Q7: Decoupling a Message Ingestion System That Spikes to 100,000 Messages/Second
Dozens of microservices need to consume the same bursty stream of ingested messages, which can spike to 100,000 messages per second.
Problem Info
| Domain | Design Resilient Architectures |
| Services | Amazon SNS, Amazon SQS |
| Difficulty | Medium |
Question
An application ingests incoming messages. Dozens of other applications and microservices need to quickly consume these messages. Volume varies drastically and can spike to 100,000 messages per second. The company wants to decouple the system and increase scalability.
Which solution meets these requirements?
Correct Answer
Publish messages to an SNS topic with multiple SQS queue subscriptions (“fan-out”). Each consumer application processes messages from its own queue.
Why this is correct
The phrase “dozens of consumers need the same messages” is the giveaway for the classic SNS fan-out pattern. A single SNS topic can broadcast each published message to many SQS queue subscribers simultaneously — one queue per consumer application (or per microservice family). This gives every consumer its own independent, durable buffer:
- Decoupling: the publisher only knows about the SNS topic, not about any of the dozens of downstream consumers. Consumers can be added or removed without touching the publisher.
- Scalability: each SQS queue absorbs bursts independently. If one consumer is slow, its queue simply grows — it doesn’t block or throttle any other consumer’s queue.
- Message filtering: SQS subscriptions to an SNS topic can attach a filter policy, so each queue only receives the subset of messages that specific consumer actually cares about, instead of every consumer processing every message.
For raw throughput: a single standard SQS queue can handle very high throughput (Standard queues effectively scale near-unlimited transactions per second; even the more constrained FIFO queues can reach up to 3,000 messages/sec by default, or more with batching, and can be raised further via AWS Support) — comfortably supporting 100,000 messages/sec spread across multiple standard queues fanned out from SNS.
Why the alternatives fall short
- A single SQS queue with dozens of consumers polling it — messages are consumed once and removed from the queue; you can’t have every one of dozens of microservices see every message that way. That’s a work-queue pattern (one message → one worker), not a broadcast pattern.
- Direct HTTP/API calls from the producer to every consumer — tightly couples the producer to every consumer’s availability and address; a burst to 100,000/sec would need to fan out synchronously to dozens of endpoints, which doesn’t scale and isn’t resilient to any single consumer being slow or down.

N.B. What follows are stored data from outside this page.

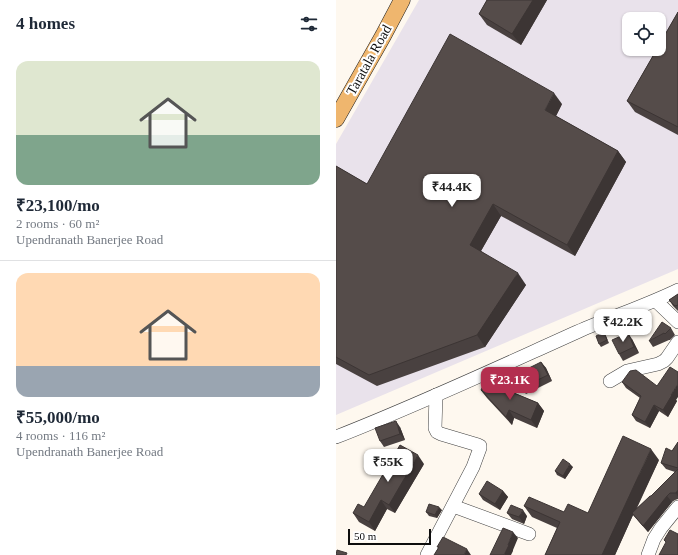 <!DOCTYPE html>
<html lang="en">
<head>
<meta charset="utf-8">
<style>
  body { margin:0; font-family:Georgia,serif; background:#f6f6f7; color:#1f2937; height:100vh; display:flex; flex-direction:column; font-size:15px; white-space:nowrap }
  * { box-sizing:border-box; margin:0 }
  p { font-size:13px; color:#747a83 }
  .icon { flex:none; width:22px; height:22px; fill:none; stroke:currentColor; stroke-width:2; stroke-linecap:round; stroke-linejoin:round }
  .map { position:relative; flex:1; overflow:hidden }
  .details { display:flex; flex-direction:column; background:#fff; width:336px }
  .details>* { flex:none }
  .tools { position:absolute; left:286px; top:12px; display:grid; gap:8px }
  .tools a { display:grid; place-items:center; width:44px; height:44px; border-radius:8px; background:#fff; box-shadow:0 1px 3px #0004; font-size:20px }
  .scale { position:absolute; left:12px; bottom:10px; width:83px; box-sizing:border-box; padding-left:4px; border:2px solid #0d0d0d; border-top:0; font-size:11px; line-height:14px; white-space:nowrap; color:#0d0d0d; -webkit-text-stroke:3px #fff; paint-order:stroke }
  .price { position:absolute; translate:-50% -34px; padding:0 9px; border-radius:8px; background:#fff; color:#222; font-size:13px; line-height:26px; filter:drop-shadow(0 1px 2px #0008) }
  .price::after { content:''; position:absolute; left:50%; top:24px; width:12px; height:9px; margin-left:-6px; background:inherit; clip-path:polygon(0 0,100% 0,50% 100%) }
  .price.selected { background:#b32f4f; color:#fff }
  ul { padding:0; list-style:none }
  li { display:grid; align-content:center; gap:8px; height:212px; padding:0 16px }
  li+li { border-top:1px solid #e0e1e3 }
  li span { display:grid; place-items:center; height:124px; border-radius:12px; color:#555 }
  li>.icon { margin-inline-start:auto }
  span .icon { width:72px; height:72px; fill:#fffc; stroke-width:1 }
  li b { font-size:17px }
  h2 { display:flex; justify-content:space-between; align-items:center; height:48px; padding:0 16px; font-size:17px }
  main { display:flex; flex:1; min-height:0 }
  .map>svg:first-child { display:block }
</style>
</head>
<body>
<main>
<section class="details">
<h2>4 homes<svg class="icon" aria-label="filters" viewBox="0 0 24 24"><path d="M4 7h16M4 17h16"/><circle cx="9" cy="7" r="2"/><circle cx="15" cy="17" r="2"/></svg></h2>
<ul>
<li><span style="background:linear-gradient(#dfe7d0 60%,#7fa58c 0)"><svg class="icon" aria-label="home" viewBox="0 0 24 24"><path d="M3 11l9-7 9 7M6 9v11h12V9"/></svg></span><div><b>₹23,100/mo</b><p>2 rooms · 60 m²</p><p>Upendranath Banerjee Road</p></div></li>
<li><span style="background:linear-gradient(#ffd9b3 75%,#9aa5b1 0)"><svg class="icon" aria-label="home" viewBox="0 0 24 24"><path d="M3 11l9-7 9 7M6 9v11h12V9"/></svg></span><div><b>₹55,000/mo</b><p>4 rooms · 116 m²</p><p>Upendranath Banerjee Road</p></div></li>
</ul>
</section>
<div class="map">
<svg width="342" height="555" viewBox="0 0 342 555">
  <rect width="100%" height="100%" fill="#fef8ef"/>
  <path fill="#e9e2eb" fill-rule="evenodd" d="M83,0H342V269L0,415V144ZM293,19H323V49H293Z"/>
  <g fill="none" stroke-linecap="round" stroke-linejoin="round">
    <g stroke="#404040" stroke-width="14">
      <g id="minor">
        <polyline points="320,301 342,322"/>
        <polyline points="274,381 291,371 322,364 328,361 331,358 342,342"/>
        <path d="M0,437C82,405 161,368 241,332C275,317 309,306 342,290"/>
        <polyline points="117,506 193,534"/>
        <polyline points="91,555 137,467 144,448 144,446 142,445 105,434 101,432 99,428 100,395"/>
        <polyline points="312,555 318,539 325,528 342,507"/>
      </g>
    </g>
    <g stroke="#1e1e1e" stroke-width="17">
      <polyline id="major" points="0,119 47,36 66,0"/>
    </g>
    <use href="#minor" stroke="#fff" stroke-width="13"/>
    <use href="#major" stroke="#efb66e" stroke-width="16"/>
  </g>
  <g fill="#494140">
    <polygon points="151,0 211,0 185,45 151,25 143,14"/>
    <polygon points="342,12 342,135 299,112 291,101"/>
    <polygon points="226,104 220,116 282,151 290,162 239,256 165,216 145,251 190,285 149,347 41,386 0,364 0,166 31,184"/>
    <polygon points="342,294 342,311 337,306 333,300"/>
    <polygon points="335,328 339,335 334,340 333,340 317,347 313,341"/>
    <polygon points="270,336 273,343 265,347 263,344"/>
    <polygon points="296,339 303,353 287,361 283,354"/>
    <polygon points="205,362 210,368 216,381 190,394 185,388"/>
    <polygon points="286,382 340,400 341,401 332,417 323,411 314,428 300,421 296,415 304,398 290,388"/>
    <polygon points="145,390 174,391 176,392 202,403 208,411 201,428 178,418 176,425 151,398"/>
    <polygon points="64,427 69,440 48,447 44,441"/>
    <polygon points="342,442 342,499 339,500 336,502 312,532 297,515 279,555 209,555 221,528 196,517 188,506 228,512 252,513 323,460 301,508 315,496 339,472 330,469 325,463 336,451"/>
    <polygon points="88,464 59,513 51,509 39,531 23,522 17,513 28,507"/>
    <polygon points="237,467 229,479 221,475 219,471"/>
    <polygon points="167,491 172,497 164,510 147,500 143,494"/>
    <polygon points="106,510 101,518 93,516 90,512"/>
    <polygon points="171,513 191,516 188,524 176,519"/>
  </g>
  <g fill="#3c3534">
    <polygon points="197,0 211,0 185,45 176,34"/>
    <polygon points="218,93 226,104 217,122 209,110"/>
    <polygon points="282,151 290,162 239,256 231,245"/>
    <polygon points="157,204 165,216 142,256 134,245"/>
    <polygon points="182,273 190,285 149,347 141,335"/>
    <polygon points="292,333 296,339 303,353 298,347"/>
    <polygon points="205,362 210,368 216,381 212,375"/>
    <polygon points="342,384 342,397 340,400 341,401 332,417 327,410 335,395"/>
    <polygon points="202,403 208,411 201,428 195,420"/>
    <polygon points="318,405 323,411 314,428 309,422"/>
    <polygon points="173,410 178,418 176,425 170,417"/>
    <polygon points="60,421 64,427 69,440 64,434"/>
    <polygon points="315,449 323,460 297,515 296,513 297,515 279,555 266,555"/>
    <polygon points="82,455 88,464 59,513 53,505"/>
    <polygon points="234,464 237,467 229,479 227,476"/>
    <polygon points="342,490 342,497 340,493"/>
    <polygon points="167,491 172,497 164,510 159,504"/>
    <polygon points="331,496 336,502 312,532 307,526"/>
    <polygon points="45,500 51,509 39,531 33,522"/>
    <polygon points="103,507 106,510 101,518 99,515"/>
    <polygon points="187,510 191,516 188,524 183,517"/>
    <polygon points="177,532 182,538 177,550 177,551 175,555 168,555"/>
    <polygon points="131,549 135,555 128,555"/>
  </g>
  <g fill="#554c4a" stroke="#3c3534">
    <polygon points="151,0 197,0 176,34 143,14"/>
    <polygon points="342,12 342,127 291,101 321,49 323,49 323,45"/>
    <polygon points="114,34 218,93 209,110 282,151 231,245 157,204 134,245 182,273 141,335 33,375 0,357 0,166 31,184"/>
    <polygon points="342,294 342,305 339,306 333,300"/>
    <polygon points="326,322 335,328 329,334 328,333 313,341"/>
    <polygon points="268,332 271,340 263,344 260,336"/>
    <polygon points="292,333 298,347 283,354 276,340"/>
    <polygon points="205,362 212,375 185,388 179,375"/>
    <polygon points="334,367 342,372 342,384 335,395 336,395 327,410 318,405 309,422 296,415 305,396 286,382 294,371 300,370 321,386"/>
    <polygon points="149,382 174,391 173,391 202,403 195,420 173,410 170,417 145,390"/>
    <polygon points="60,421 64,434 44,441 39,428"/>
    <polygon points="287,436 315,449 266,555 209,555 224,522 188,506 193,497 228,512 232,504 252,513"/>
    <polygon points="342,442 342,468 325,463 330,448 336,451"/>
    <polygon points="64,445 82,455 53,505 45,500 33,522 17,513 22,504 28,507"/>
    <polygon points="227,459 234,464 227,476 219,471"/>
    <polygon points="342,469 342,490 340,493 334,493 331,496 307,526 296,513 314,496 315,496"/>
    <polygon points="151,481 167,491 159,504 143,494"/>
    <polygon points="93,504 103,507 99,515 90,512"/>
    <polygon points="175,505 187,510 183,517 171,513"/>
    <polygon points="167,528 177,532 172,545 173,545 168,555 154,555"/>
    <polygon points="334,530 342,534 342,555 323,555 330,542 328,540"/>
    <polygon points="107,537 131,549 128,555 98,555 103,547 101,547"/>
    <polygon points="1,550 11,553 10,555 0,555"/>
  </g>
  <g text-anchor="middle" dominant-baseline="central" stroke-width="4" stroke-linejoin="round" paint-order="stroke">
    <g font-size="14" fill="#0d0d0d" stroke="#fff">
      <text transform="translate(33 60) rotate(-61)">Taratala Road</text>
    </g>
  </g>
</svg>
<div class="tools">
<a><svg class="icon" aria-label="locate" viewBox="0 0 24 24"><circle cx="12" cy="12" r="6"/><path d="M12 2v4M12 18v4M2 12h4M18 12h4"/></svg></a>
</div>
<div class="scale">50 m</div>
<b class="price" style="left:116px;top:208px">₹44.4K</b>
<b class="price" style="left:287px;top:343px">₹42.2K</b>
<b class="price selected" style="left:174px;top:401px">₹23.1K</b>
<b class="price" style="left:52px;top:483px">₹55K</b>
</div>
</main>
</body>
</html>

- Kinesis Data Streams with a single shard reading model — Kinesis is a strong alternative for ordered, replayable streaming with independent consumer checkpoints, but for “dozens of independent microservices that each need a durable, simple queue,” SNS+SQS fan-out is the more natural, lower-overhead fit and is the textbook SAA answer for this exact phrasing.
Exam Tip
“One producer, many independent consumers, each needs every message” → SNS fan-out to multiple SQS queues. “One producer, many workers, each message processed once” → a single SQS queue with consumers in an Auto Scaling group (see Q8). Recognizing which of these two shapes the question describes is one of the highest-value pattern recognitions on the whole exam.